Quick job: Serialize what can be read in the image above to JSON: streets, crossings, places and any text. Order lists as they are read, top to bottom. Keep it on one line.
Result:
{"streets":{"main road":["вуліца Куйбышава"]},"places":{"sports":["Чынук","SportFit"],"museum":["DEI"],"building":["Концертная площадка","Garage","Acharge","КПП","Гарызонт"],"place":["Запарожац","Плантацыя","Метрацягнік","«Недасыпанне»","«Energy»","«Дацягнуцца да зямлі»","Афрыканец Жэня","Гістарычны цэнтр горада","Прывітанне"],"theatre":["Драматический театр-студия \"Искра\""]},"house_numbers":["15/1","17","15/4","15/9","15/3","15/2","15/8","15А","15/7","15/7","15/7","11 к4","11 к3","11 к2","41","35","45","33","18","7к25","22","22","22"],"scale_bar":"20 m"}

##############################

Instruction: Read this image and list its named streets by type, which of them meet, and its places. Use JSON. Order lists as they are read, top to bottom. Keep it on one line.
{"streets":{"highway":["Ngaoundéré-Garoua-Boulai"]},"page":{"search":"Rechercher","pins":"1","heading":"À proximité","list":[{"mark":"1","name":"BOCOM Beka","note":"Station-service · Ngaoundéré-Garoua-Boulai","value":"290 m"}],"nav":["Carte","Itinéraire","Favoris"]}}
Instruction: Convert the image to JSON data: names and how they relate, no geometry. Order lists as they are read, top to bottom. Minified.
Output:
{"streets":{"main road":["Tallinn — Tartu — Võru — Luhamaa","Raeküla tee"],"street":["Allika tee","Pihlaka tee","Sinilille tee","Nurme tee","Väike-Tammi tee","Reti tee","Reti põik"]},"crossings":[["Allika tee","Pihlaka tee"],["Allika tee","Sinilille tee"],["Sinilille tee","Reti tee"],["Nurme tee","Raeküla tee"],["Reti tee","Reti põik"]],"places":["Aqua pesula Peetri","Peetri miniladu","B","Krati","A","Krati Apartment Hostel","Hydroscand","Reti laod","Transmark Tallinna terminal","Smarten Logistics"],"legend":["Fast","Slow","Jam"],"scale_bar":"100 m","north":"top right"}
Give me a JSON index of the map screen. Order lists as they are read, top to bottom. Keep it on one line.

##############################

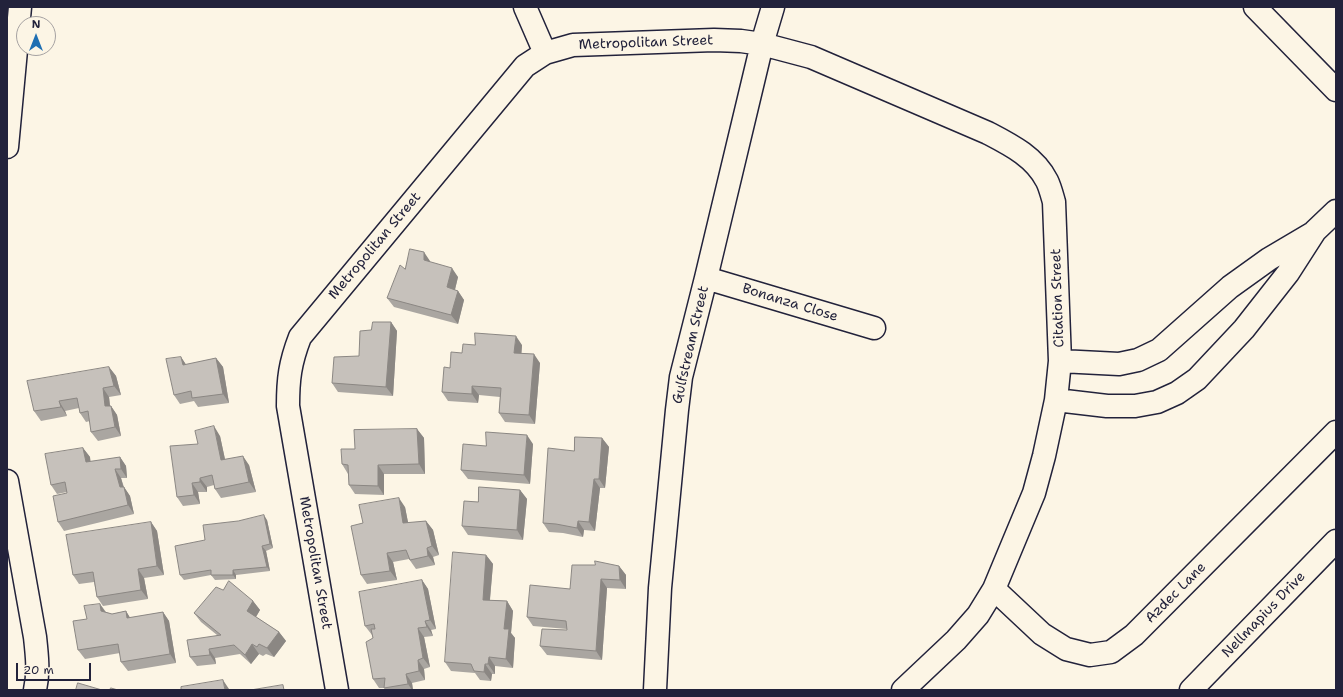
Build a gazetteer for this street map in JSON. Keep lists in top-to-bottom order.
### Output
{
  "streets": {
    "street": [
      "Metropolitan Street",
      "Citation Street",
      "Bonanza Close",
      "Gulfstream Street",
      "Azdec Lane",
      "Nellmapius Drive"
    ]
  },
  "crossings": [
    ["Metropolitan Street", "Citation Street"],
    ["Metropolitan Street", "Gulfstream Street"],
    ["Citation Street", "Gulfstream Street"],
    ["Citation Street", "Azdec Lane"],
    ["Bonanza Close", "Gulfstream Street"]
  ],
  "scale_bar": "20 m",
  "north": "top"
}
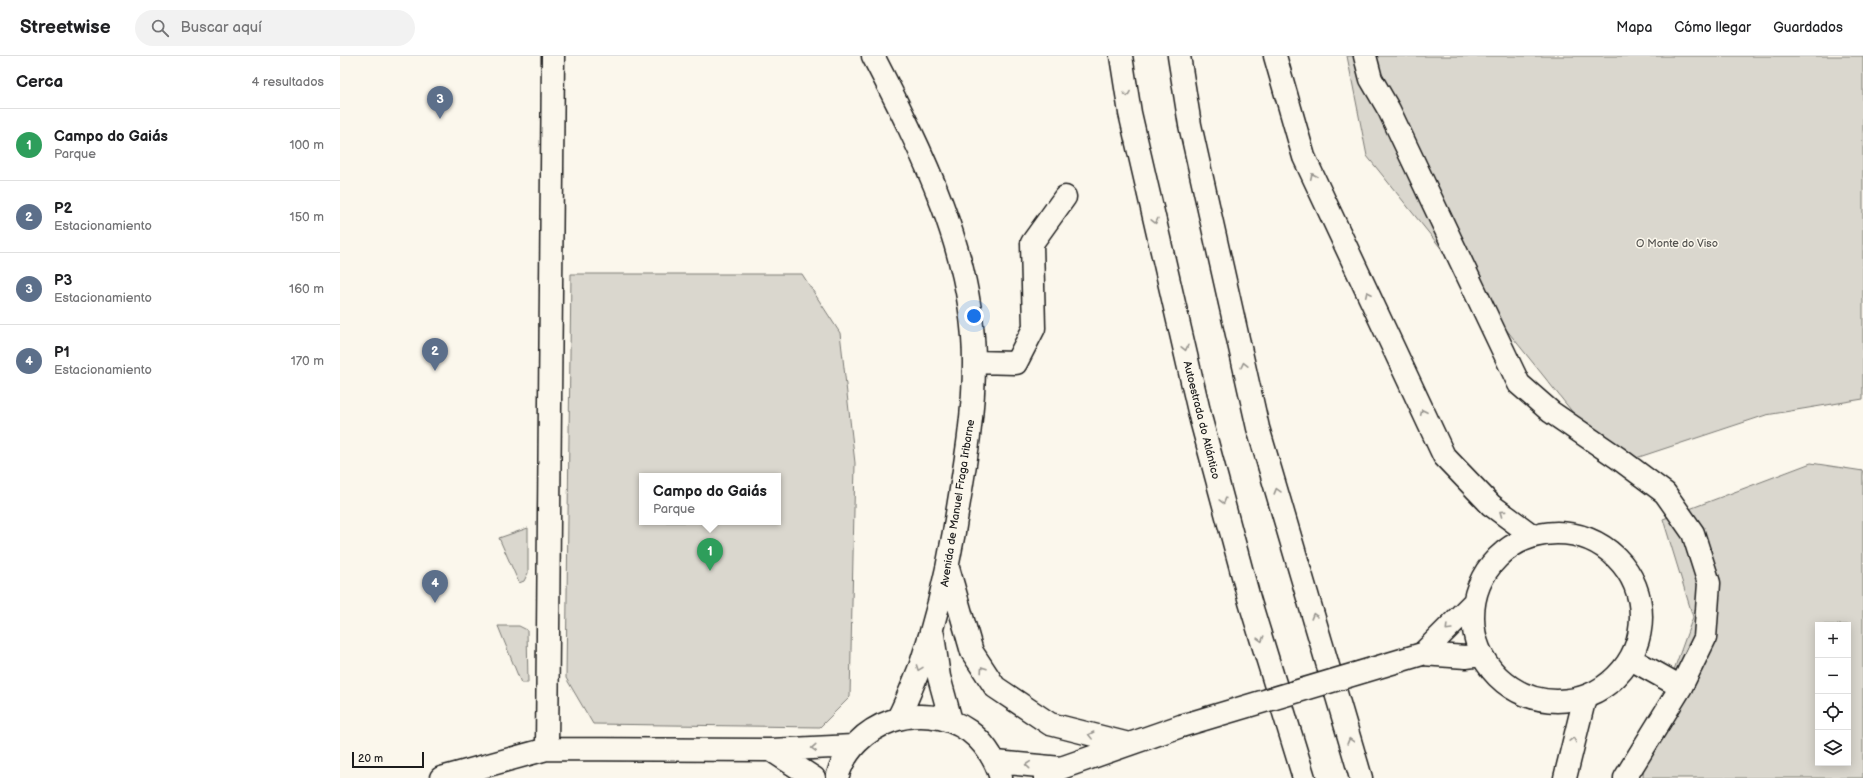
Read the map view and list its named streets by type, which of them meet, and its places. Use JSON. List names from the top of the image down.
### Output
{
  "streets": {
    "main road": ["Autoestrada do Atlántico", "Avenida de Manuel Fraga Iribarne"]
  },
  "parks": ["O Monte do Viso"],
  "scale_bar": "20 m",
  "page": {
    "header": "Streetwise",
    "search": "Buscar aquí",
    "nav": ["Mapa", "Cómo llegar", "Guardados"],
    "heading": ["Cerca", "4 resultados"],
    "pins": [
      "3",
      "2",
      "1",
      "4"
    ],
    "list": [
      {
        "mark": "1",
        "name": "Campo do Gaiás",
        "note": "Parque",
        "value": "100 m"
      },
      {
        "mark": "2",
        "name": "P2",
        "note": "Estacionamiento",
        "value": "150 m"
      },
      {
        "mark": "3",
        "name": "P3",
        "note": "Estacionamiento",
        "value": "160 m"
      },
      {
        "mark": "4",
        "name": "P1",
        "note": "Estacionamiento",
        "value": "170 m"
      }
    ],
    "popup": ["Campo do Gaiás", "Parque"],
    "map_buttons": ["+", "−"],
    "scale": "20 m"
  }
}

##############################

§ Work instructions:
Lines containing the word "names": copy each of them from the material.

§ Answer section:
Instruction: Convert the image to JSON data: names and how they relate, no geometry. Order lists as they are read, top to bottom. Minified.
Read the map view and list its named streets by type, which of them meet, and its places. Use JSON. List names from the top of the image down.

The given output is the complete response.